Zorgvuldige afweging
Tien gemeenten, het ministerie van IenW, de Commissie mer, het programma Aan de slag met de Omgevingswet, Antea Group en Platform31 zijn een leerkring gestart om de mer slimmer in te kunnen zetten bij het totale omgevingsbeleid. Alle deelnemers zijn ervan overtuigd dat de mer meer kan brengen. Zij zien dit als een onbemind, ondergewaardeerd instrument, dat kan helpen vroegtijdig informatie boven tafel te krijgen om zo met een helder afwegingskader te komen tot goede integrale besluiten. In de mer-procedure zit verscholen dat een beoordelingskader helder is en dat alternatieven tegen elkaar worden afgewogen. Maar ook als geen uitgebreide planMER wordt gemaakt, maar een planmer-beoordeling, dan komt de milieu-informatie vroegtijdig boven tafel. Zo hoef je een besluit niet achteraf ingrijpend te veranderen en ondersteun je vanaf het begin van het planproces een zorgvuldige afweging in de geest van de Omgevingswet.
Het basisMER moet dit makkelijker maken.
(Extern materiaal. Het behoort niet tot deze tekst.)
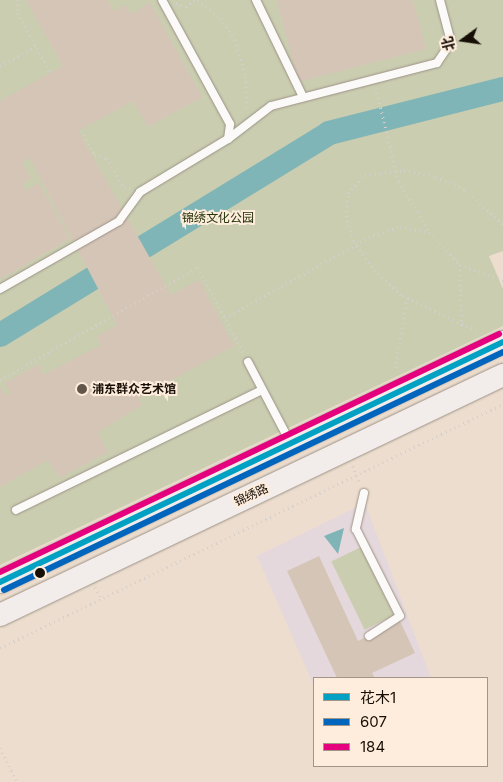 <!DOCTYPE html>
<html>
<head>
<meta charset="utf-8">
<style>
  body { margin:0 }
  #map { position:relative; width:503px; height:782px; overflow:hidden; background:#ecddce; font-family:Inter,"Noto Sans SC",sans-serif }
  div>[style] { position:absolute }
  [style*='--x'] { left:calc(var(--x)*1px); top:calc(var(--y)*1px); width:calc(var(--w)*1px); rotate:calc(var(--a)*1deg) }
  .education>* { inset:0; background:#e5d8dc }
  .green>* { inset:0; background:#cacdb0; transform-origin:0 0 }
  .water>* { inset:0; background:#80b5b7 }
  .river>* { height:24px; margin:-12px; padding:0 12px; transform-origin:12px; border-radius:12px; background:#80b5b7 }
  .building>* { inset:0; background:#d5c5b7 }
  .path>* { height:2.5px; margin-top:-1.25px; transform-origin:0; background:repeating-linear-gradient(90deg,#d4cfcb 0 1px,transparent 0 5px) }
  .roads { filter:drop-shadow(0 0 1px #9d9287) drop-shadow(0 0 1px #9d9287) }
  .service>* { height:8px; margin:-4px; padding:0 4px; transform-origin:4px; border-radius:4px; background:#fcfaf8 }
  .secondary>* { height:22px; margin:-11px; padding:0 11px; transform-origin:11px; border-radius:11px; background:#f2edea }
  .bus-1>* { height:6px; margin:-3px; padding:0 3px; transform-origin:3px; border-radius:3px; background:#01a1c4 }
  .bus-2>* { height:6px; margin:-3px; padding:0 3px; transform-origin:3px; border-radius:3px; background:#0065bd }
  .bus-3>* { height:6px; margin:-3px; padding:0 3px; transform-origin:3px; border-radius:3px; background:#e5007d }
  .dots>* { width:14px; height:14px; translate:-50% -50%; box-sizing:border-box; border:2px solid #feeddc; border-radius:50% }
  span { translate:-50% -50%; white-space:nowrap; text-align:center; line-height:1.15; -webkit-text-stroke:4px #feeddc; paint-order:stroke }
  .park-label { font-size:12px; color:#233208 }
  .poi-label { font-size:12px; color:#170e05; font-weight:700 }
  .left { translate:0 -50%; text-align:left }
  .street-label { font-size:12px; color:#170e05 }
  .legend { position:absolute; left:313px; top:677px; width:175px; height:90px; box-sizing:border-box; background:#feeddc; border:1px solid #a29486; margin:0; padding:6px 9px; list-style:none; font-size:15px; color:#170e05 }
  .legend li { display:flex; align-items:center; gap:10px; height:25px }
  .legend b { width:25px; border:1px solid #a29486 }
  .north { position:absolute; left:438px; top:15px; width:50px; height:50px; -webkit-text-stroke:4px #feeddc; paint-order:stroke; rotate:256deg; font-size:14px; font-weight:700; line-height:20px; text-align:center; color:#170e05 }
  .north::after { content:''; display:block; margin:auto; width:18px; height:22px; background:#170e05; clip-path:polygon(50% 0,100% 100%,50% 72%,0 100%) }
</style>
</head>
<body>
<div id="map">
  <div class="education">
    <div style="clip-path:polygon(365px 503px,431px 678px,314px 678px,314px 686px,257px 556px)"></div>
  </div>
  <div class="green">
    <div style="clip-path:polygon(0 0,503px 0,503px 251px,489px 256px,503px 289px,503px 326px,0 565px)"></div>
    <div style="left:361px;top:547px;width:76px;height:33px;rotate:64deg"></div>
  </div>
  <div class="water">
    <div style="clip-path:polygon(344px 528px,338px 554px,324px 536px)"></div>
  </div>
  <div class="river">
    <div style="--x:0;--y:335;--w:386;--a:-31.5"></div>
    <div style="--x:329;--y:133;--w:179;--a:-14.2"></div>
  </div>
  <div class="building">
    <div style="clip-path:polygon(26px 0,107px 0,113px 11px,126px 5px,131px 14px,150px 3px,202px 97px,148px 127px,133px 101px,78px 131px,171px 295px,199px 280px,234px 346px,139px 398px,142px 405px,98px 432px,108px 452px,60px 478px,48px 460px,0 487px,0 386px,6px 396px,11px 394px,5px 383px,39px 364px,43px 375px,101px 345px,97px 336px,117px 325px,30px 158px,22px 163px,31px 178px,22px 184px,26px 191px,39px 183px,70px 239px,0 279px,0 101px,63px 66px)"></div>
    <div style="clip-path:polygon(277px 0,413px 0,426px 49px,298px 82px)"></div>
    <div style="clip-path:polygon(319px 556px,358px 641px,400px 621px,415px 653px,372px 673px,375px 678px,337px 678px,287px 571px)"></div>
  </div>
  <div class="path">
    <div style="--x:18;--y:0;--w:13;--a:90"></div>
    <div style="--x:18;--y:13;--w:68;--a:61.2"></div>
    <div style="--x:198;--y:0;--w:29;--a:38"></div>
    <div style="--x:221;--y:18;--w:26;--a:58"></div>
    <div style="--x:235;--y:40;--w:39;--a:73"></div>
    <div style="--x:246;--y:77;--w:34;--a:88"></div>
    <div style="--x:176;--y:3;--w:11;--a:22"></div>
    <div style="--x:186;--y:7;--w:11;--a:-41"></div>
    <div style="--x:0;--y:66;--w:41;--a:-29.1"></div>
    <div style="--x:376;--y:88;--w:97;--a:76.3"></div>
    <div style="--x:399;--y:182;--w:59;--a:58.2"></div>
    <div style="--x:430;--y:232;--w:45;--a:47.7"></div>
    <div style="--x:460;--y:265;--w:46;--a:19.2"></div>
    <div style="--x:82;--y:130;--w:28;--a:63"></div>
    <div style="--x:95;--y:155;--w:12;--a:14"></div>
    <div style="--x:107;--y:158;--w:34;--a:60"></div>
    <div style="--x:124;--y:187;--w:8;--a:14"></div>
    <div style="--x:460;--y:265;--w:61;--a:88.1"></div>
    <div style="--x:225;--y:318;--w:170;--a:-29.3"></div>
    <div style="--x:373;--y:235;--w:28;--a:-17"></div>
    <div style="--x:400;--y:227;--w:30;--a:9"></div>
    <div style="--x:476;--y:331;--w:83;--a:-154.4"></div>
    <div style="--x:401;--y:295;--w:35;--a:-137"></div>
    <div style="--x:375;--y:271;--w:37;--a:-126"></div>
    <div style="--x:353;--y:241;--w:25;--a:-106"></div>
    <div style="--x:346;--y:217;--w:24;--a:-85"></div>
    <div style="--x:348;--y:193;--w:25;--a:-47"></div>
    <div style="--x:365;--y:175;--w:39;--a:-7"></div>
    <div style="--x:404;--y:170;--w:33;--a:12"></div>
    <div style="--x:436;--y:177;--w:32;--a:24"></div>
    <div style="--x:465;--y:190;--w:51;--a:41.8"></div>
    <div style="--x:395;--y:368;--w:71;--a:-80.3"></div>
    <div style="--x:0;--y:380;--w:228;--a:-29.7"></div>
    <div style="--x:198;--y:267;--w:98;--a:62.1"></div>
    <div style="--x:353;--y:466;--w:19;--a:69"></div>
    <div style="--x:95;--y:587;--w:14;--a:60"></div>
    <div style="--x:0;--y:648;--w:559;--a:-25.88"></div>
    <div style="--x:0;--y:748;--w:38;--a:63"></div>
  </div>
  <div class="roads">
    <div class="service">
      <div style="--x:256;--y:0;--w:108;--a:64.1"></div>
      <div style="--x:228;--y:139;--w:54;--a:-37.5"></div>
      <div style="--x:271;--y:106;--w:171;--a:-14.5"></div>
      <div style="--x:437;--y:63;--w:25;--a:-56"></div>
      <div style="--x:451;--y:42;--w:43;--a:-104.7"></div>
      <div style="--x:0;--y:289;--w:137;--a:-29.7"></div>
      <div style="--x:119;--y:221;--w:36;--a:-54"></div>
      <div style="--x:140;--y:192;--w:103;--a:-31.1"></div>
      <div style="--x:228;--y:139;--w:15;--a:-82"></div>
      <div style="--x:230;--y:124;--w:141;--a:-118.7"></div>
      <div style="--x:248;--y:362;--w:90;--a:62.3"></div>
      <div style="--x:364;--y:493;--w:37;--a:103"></div>
      <div style="--x:356;--y:529;--w:97;--a:63.2"></div>
      <div style="--x:400;--y:616;--w:37;--a:147"></div>
      <div style="--x:16;--y:510;--w:274;--a:-26"></div>
    </div>
    <div class="secondary">
      <div style="--x:0;--y:582;--w:557;--a:-25.51"></div>
      <div style="--x:0;--y:615;--w:557;--a:-25.51"></div>
    </div>
  </div>
  <div class="bus-1">
    <div style="--x:0;--y:582;--w:557;--a:-25.51"></div>
  </div>
  <div class="bus-2">
    <div style="--x:4;--y:590;--w:553;--a:-25.5"></div>
  </div>
  <div class="bus-3">
    <div style="--x:0;--y:572;--w:553;--a:-25.5"></div>
  </div>
  <div class="dots">
    <div style="left:82px;top:389px;background:#62564b"></div>
    <div style="left:40px;top:573px;background:#170e05"></div>
  </div>
  <div class="park-label">
    <span style="left:218px;top:218px">锦绣文化公园</span>
  </div>
  <div class="poi-label">
    <span class="left" style="left:92px;top:389px">浦东群众艺术馆</span>
  </div>
  <div class="street-label">
    <span style="left:251px;top:495px;rotate:-25deg">锦绣路</span>
  </div>
  <ul class="legend">
  <li><b style="height:6px;background:#01a1c4"></b>花木1</li>
  <li><b style="height:6px;background:#0065bd"></b>607</li>
  <li><b style="height:6px;background:#e5007d"></b>184</li>
  </ul>
  <div class="north">北</div>
</div>
</body>
</html>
Op dit moment is het idee van een basisMER dat je als gemeente beschikt over een gereedschapskist met hulpmiddelen om efficiënt mer-gerelateerde trajecten te doorlopen bij omgevingsbeleid en de doorwerking daarvan. Het doel is om te zorgen voor een verbeterde samenhang.
In de eerste plaats richt dit instrument zich op de trajecten waarbij een mer-plicht geldt. Maar een basisMER is ook handig in die gevallen dat er geen mer-plicht geldt. Ook dan biedt het beleidsmakers en bestuurders een hulpmiddel om integraal te werken in herkenbare stappen.
Het hele artikel lezen?
Meer weten over dit onderwerp?
Neem contact met ons op.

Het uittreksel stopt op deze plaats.